BEGIN INFORMATION

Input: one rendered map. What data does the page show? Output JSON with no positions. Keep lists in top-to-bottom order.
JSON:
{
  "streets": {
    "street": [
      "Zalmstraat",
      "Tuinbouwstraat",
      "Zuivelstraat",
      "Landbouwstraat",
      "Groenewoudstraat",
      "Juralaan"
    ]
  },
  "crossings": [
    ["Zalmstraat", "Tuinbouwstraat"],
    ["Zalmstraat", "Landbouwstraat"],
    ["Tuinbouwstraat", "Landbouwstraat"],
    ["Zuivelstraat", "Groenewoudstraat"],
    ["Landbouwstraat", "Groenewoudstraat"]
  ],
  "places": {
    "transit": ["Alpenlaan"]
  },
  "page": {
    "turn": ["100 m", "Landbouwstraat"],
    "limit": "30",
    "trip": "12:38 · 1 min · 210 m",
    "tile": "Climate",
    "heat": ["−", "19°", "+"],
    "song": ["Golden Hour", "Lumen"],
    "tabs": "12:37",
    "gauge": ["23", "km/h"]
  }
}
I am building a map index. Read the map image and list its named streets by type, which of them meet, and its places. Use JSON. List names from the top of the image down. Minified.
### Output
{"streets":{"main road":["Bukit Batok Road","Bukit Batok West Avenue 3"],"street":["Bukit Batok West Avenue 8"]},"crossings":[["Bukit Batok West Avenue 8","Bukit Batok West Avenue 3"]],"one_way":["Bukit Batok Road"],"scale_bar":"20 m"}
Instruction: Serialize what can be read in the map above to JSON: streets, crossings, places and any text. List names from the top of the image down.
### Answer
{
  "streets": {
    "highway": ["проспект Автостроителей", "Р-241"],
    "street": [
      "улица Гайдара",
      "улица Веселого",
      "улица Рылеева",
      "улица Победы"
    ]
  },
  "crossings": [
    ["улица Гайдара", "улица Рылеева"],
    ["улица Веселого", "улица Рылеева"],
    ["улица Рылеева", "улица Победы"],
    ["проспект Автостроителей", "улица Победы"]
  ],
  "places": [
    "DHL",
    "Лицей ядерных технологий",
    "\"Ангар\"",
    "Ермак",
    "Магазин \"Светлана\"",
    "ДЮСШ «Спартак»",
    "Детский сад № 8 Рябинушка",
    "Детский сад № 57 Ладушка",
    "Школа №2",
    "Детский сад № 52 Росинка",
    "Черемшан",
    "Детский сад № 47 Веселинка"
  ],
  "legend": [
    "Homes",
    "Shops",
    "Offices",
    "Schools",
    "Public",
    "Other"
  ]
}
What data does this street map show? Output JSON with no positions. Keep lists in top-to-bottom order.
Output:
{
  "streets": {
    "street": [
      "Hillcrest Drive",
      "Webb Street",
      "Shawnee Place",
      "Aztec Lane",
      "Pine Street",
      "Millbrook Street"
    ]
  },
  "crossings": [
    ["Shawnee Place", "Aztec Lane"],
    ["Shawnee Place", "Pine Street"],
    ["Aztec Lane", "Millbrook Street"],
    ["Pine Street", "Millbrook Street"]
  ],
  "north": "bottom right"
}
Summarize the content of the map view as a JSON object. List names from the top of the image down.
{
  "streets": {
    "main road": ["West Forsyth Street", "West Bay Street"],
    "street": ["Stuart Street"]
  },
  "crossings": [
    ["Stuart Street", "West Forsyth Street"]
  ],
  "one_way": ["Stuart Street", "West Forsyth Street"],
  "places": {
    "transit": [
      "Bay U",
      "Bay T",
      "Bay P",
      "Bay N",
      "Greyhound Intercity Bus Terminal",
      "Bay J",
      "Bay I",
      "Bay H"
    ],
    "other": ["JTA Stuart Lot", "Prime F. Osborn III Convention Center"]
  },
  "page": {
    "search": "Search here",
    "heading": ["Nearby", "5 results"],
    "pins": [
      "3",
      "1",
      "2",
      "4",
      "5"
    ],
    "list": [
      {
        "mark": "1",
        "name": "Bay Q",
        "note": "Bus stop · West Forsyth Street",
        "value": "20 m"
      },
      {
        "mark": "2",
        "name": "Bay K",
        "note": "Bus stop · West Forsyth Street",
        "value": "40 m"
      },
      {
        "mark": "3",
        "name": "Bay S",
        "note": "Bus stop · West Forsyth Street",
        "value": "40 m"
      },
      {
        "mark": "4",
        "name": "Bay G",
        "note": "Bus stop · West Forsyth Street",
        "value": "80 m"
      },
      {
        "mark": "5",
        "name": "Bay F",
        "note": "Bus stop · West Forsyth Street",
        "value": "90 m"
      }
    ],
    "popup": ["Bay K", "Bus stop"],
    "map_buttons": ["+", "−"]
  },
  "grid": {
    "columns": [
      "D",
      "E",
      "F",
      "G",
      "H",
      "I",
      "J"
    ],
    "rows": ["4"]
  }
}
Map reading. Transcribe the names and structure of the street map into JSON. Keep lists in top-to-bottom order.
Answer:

END INFORMATION

Reproduce the whole listing above exactly.

Input: one rendered map. What data does the page show? Output JSON with no positions. Keep lists in top-to-bottom order.
JSON:
{
  "streets": {
    "street": [
      "Zalmstraat",
      "Tuinbouwstraat",
      "Zuivelstraat",
      "Landbouwstraat",
      "Groenewoudstraat",
      "Juralaan"
    ]
  },
  "crossings": [
    ["Zalmstraat", "Tuinbouwstraat"],
    ["Zalmstraat", "Landbouwstraat"],
    ["Tuinbouwstraat", "Landbouwstraat"],
    ["Zuivelstraat", "Groenewoudstraat"],
    ["Landbouwstraat", "Groenewoudstraat"]
  ],
  "places": {
    "transit": ["Alpenlaan"]
  },
  "page": {
    "turn": ["100 m", "Landbouwstraat"],
    "limit": "30",
    "trip": "12:38 · 1 min · 210 m",
    "tile": "Climate",
    "heat": ["−", "19°", "+"],
    "song": ["Golden Hour", "Lumen"],
    "tabs": "12:37",
    "gauge": ["23", "km/h"]
  }
}
I am building a map index. Read the map image and list its named streets by type, which of them meet, and its places. Use JSON. List names from the top of the image down. Minified.
### Output
{"streets":{"main road":["Bukit Batok Road","Bukit Batok West Avenue 3"],"street":["Bukit Batok West Avenue 8"]},"crossings":[["Bukit Batok West Avenue 8","Bukit Batok West Avenue 3"]],"one_way":["Bukit Batok Road"],"scale_bar":"20 m"}
Instruction: Serialize what can be read in the map above to JSON: streets, crossings, places and any text. List names from the top of the image down.
### Answer
{
  "streets": {
    "highway": ["проспект Автостроителей", "Р-241"],
    "street": [
      "улица Гайдара",
      "улица Веселого",
      "улица Рылеева",
      "улица Победы"
    ]
  },
  "crossings": [
    ["улица Гайдара", "улица Рылеева"],
    ["улица Веселого", "улица Рылеева"],
    ["улица Рылеева", "улица Победы"],
    ["проспект Автостроителей", "улица Победы"]
  ],
  "places": [
    "DHL",
    "Лицей ядерных технологий",
    "\"Ангар\"",
    "Ермак",
    "Магазин \"Светлана\"",
    "ДЮСШ «Спартак»",
    "Детский сад № 8 Рябинушка",
    "Детский сад № 57 Ладушка",
    "Школа №2",
    "Детский сад № 52 Росинка",
    "Черемшан",
    "Детский сад № 47 Веселинка"
  ],
  "legend": [
    "Homes",
    "Shops",
    "Offices",
    "Schools",
    "Public",
    "Other"
  ]
}
What data does this street map show? Output JSON with no positions. Keep lists in top-to-bottom order.
Output:
{
  "streets": {
    "street": [
      "Hillcrest Drive",
      "Webb Street",
      "Shawnee Place",
      "Aztec Lane",
      "Pine Street",
      "Millbrook Street"
    ]
  },
  "crossings": [
    ["Shawnee Place", "Aztec Lane"],
    ["Shawnee Place", "Pine Street"],
    ["Aztec Lane", "Millbrook Street"],
    ["Pine Street", "Millbrook Street"]
  ],
  "north": "bottom right"
}
Summarize the content of the map view as a JSON object. List names from the top of the image down.
{
  "streets": {
    "main road": ["West Forsyth Street", "West Bay Street"],
    "street": ["Stuart Street"]
  },
  "crossings": [
    ["Stuart Street", "West Forsyth Street"]
  ],
  "one_way": ["Stuart Street", "West Forsyth Street"],
  "places": {
    "transit": [
      "Bay U",
      "Bay T",
      "Bay P",
      "Bay N",
      "Greyhound Intercity Bus Terminal",
      "Bay J",
      "Bay I",
      "Bay H"
    ],
    "other": ["JTA Stuart Lot", "Prime F. Osborn III Convention Center"]
  },
  "page": {
    "search": "Search here",
    "heading": ["Nearby", "5 results"],
    "pins": [
      "3",
      "1",
      "2",
      "4",
      "5"
    ],
    "list": [
      {
        "mark": "1",
        "name": "Bay Q",
        "note": "Bus stop · West Forsyth Street",
        "value": "20 m"
      },
      {
        "mark": "2",
        "name": "Bay K",
        "note": "Bus stop · West Forsyth Street",
        "value": "40 m"
      },
      {
        "mark": "3",
        "name": "Bay S",
        "note": "Bus stop · West Forsyth Street",
        "value": "40 m"
      },
      {
        "mark": "4",
        "name": "Bay G",
        "note": "Bus stop · West Forsyth Street",
        "value": "80 m"
      },
      {
        "mark": "5",
        "name": "Bay F",
        "note": "Bus stop · West Forsyth Street",
        "value": "90 m"
      }
    ],
    "popup": ["Bay K", "Bus stop"],
    "map_buttons": ["+", "−"]
  },
  "grid": {
    "columns": [
      "D",
      "E",
      "F",
      "G",
      "H",
      "I",
      "J"
    ],
    "rows": ["4"]
  }
}
Map reading. Transcribe the names and structure of the street map into JSON. Keep lists in top-to-bottom order.
Answer:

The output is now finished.